Rising Statewide Minimum Wage Increases Hourly Cost of Care. The enacted statewide minimum wage increases—set to gradually raise the state’s minimum wage to $15 per hour by 2022 and increase by inflation thereafter—will increase wages for IHSS providers. Since the current average wage for IHSS providers ($11.71 per hour) is over the current statewide minimum wage of $11.00 per hour, we project that the major costs of the scheduled minimum wage increases will begin when wages increase to $12 per hour and above, beginning in 2019. When statewide minimum wage reaches $15 per hour in 2022, we estimate the cumulative costs of the minimum wage increases to total about $1.5 billion General Fund per year, increasing thereafter with growth in caseload, hours per consumer, and overtime costs.
Under Current Law, Expiration of the MCO Tax Triggers 7 Percent Reduction of IHSS Service Hours in 2019‑20. As previously mentioned, the reason the net increase in IHSS costs in 2019‑20 is more modest is mainly due to the estimated savings from the triggering of the 7 percent reduction in IHSS service hours. Since 2016‑17, the General Fund has supported the restoration of IHSS service hours, which were previously reduced by 7 percent, so long as the MCO tax is in place. Under current law, the MCO tax is set to expire at the end of 2018‑19. Given this expected expiration of the MCO tax, our outlook projections assume that the General Fund support for the restoration of service hours will not be included beginning in 2019‑20. We estimate that discontinuing General Fund support and reinstituting the 7 percent reduction on IHSS service hours would result in General Fund savings of roughly $300 million annually (increasing annually thereafter with growth in caseload, hours per consumer, and IHSS wages). For further discussion of the MCO tax, please reference the “Medi-Cal” Fiscal Outlook online post.

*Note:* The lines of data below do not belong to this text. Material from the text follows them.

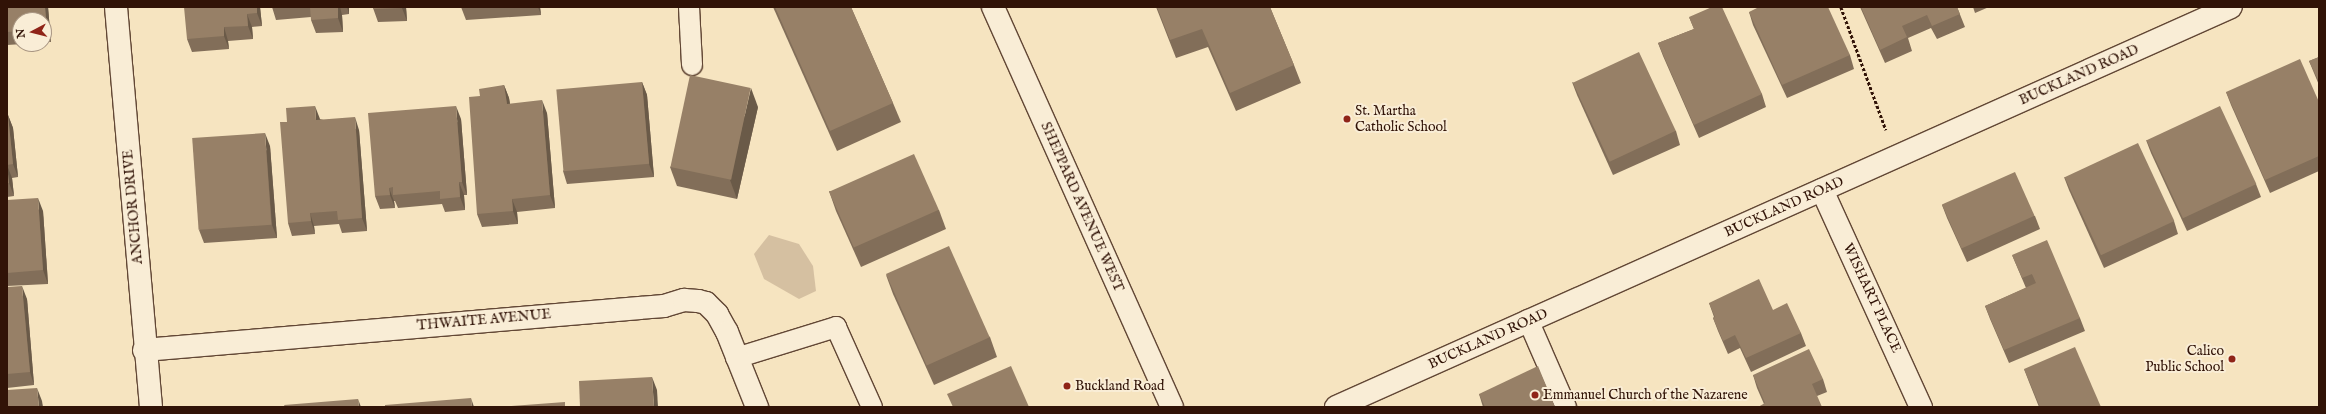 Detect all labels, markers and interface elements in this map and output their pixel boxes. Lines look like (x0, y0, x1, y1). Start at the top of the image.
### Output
north arrow (12, 12, 52, 52)
text: N (14, 28, 29, 39)
street label: BUCKLAND ROAD (2017, 41, 2141, 109)
place label: St. Martha Catholic School (1355, 103, 1447, 136)
marker: St. Martha Catholic School (1342, 114, 1352, 124)
street label: SHEPPARD AVENUE WEST (1037, 120, 1127, 294)
street label: ANCHOR DRIVE (120, 149, 146, 265)
street label: BUCKLAND ROAD (1722, 173, 1846, 241)
street label: WISHART PLACE (1839, 241, 1905, 355)
street label: BUCKLAND ROAD (1426, 305, 1550, 373)
street label: THWAITE AVENUE (416, 306, 552, 334)
place label: Calico Public School (2145, 343, 2224, 376)
marker: Calico Public School (2227, 354, 2237, 364)
place label: Buckland Road (1075, 378, 1165, 394)
marker: Buckland Road (1062, 381, 1072, 391)
place label: Emmanuel Church of the Nazarene (1543, 387, 1748, 403)
marker: Emmanuel Church of the Nazarene (1530, 390, 1540, 400)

Administration Scheduled to Release Report of 1991 Realignment and IHSS County Costs. In 2017‑18, a new IHSS county maintenance‑of‑effort (MOE)—referred to as the 2017 IHSS MOE—was established. The 2017 IHSS MOE increased counties’ share of cost in the IHSS program from $1.1 billion in 2016‑17 to about $1.8 billion in 2017‑18. Moreover, relative to the prior county MOE, the 2017 IHSS MOE is expected to grow at a faster rate year to year. (We anticipate that the 2017 IHSS MOE will grow by 7 percent annually beginning in 2019‑20 through at least 2022‑23.) In effect, this increase in county contributions to IHSS costs effectively decreases our projected state General Fund share of cost for the IHSS program by hundreds of millions of dollars annually. We note that when the 2017 IHSS MOE was initially implemented, there was concern that 1991 realignment—the revenue source used to cover IHSS county MOE costs—would no longer be able to fully cover IHSS county costs in the long term. Consequently, the 2017‑18 budget agreement required the Department of Finance (DOF) to review and report on the funding structure of 1991 realignment as part of its January 2019 budget proposal. In anticipation of the DOF report, our report Reevaluating the 1991 Realignment assesses whether 1991 realignment achieves its intended benefits and evaluates the ability of 1991 realignment to meet its funding obligations over time.